Once completed, the Queen of Sheba had it sent to her lover, King Solomon, who received it right in the middle of building the great Temple of Jerusalem and was too busy to stop. Handing it to a courtier, once she heard this news she was brokenhearted. From this point on she vowed she would never again have a magic carpet made for anyone.

The Book known as One Thousand and One Nights is a collection of folk tales that date as far back as the ninth century.

This collection of stories is told by the ruler Shahryar and his future Queen, Scheherazade. Shahryar had a dark past of marrying young brides and then murdering them the following morning.

Scheherazade was doomed to the same fate as his previous lovers. Luckily, she was clever enough to find a way out of her looming execution, telling fables and tall tales.

Scheherazade told intriguing stories to Shahryar every night and always ended things abruptly with a cliffhanger, which kept him wanting more.

This went on for one thousand and one nights, (hence the book’s name) and Shahryar ultimately fell too in love with Scheherazade to kill her.

Scheherazade often incorporated magic flying carpets in her stories, and they transported characters swiftly and quietly from one location to another without them being noticed.
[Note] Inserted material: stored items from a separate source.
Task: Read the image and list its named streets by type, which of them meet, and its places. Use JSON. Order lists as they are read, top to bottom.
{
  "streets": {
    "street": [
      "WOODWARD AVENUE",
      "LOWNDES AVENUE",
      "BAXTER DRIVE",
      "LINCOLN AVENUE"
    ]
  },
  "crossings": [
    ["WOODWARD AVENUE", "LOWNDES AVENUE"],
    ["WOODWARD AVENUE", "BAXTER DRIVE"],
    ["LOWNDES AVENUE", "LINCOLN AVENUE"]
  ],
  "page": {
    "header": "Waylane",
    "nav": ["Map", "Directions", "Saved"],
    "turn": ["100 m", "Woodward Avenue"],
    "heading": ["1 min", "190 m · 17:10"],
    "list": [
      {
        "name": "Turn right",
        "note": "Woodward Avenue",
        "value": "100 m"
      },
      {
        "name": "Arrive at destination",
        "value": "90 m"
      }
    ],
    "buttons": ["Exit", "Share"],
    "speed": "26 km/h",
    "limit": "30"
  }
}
Some evidence seems to indicate that the very first flying carpet stories came out of Persia. These stories may date back much further than the ninth century. In antiquity, and even now, Persia was renowned for handmade rugs that are still highly prized and are extravagantly expensive luxury items. 

Although there has yet to be a real flying carpet the world’s biggest carpet is in Abu Dhabi at Sheikh Zayed Grand Mosque.

The carpet in the hall is considered by many to be the world’s largest carpet measuring 5,627 m2 (60,570 sq ft) and was made by around 1,200-1,300 carpet knotters. There are 2,268,000,000 knots within the carpet and it took approximately two years to complete.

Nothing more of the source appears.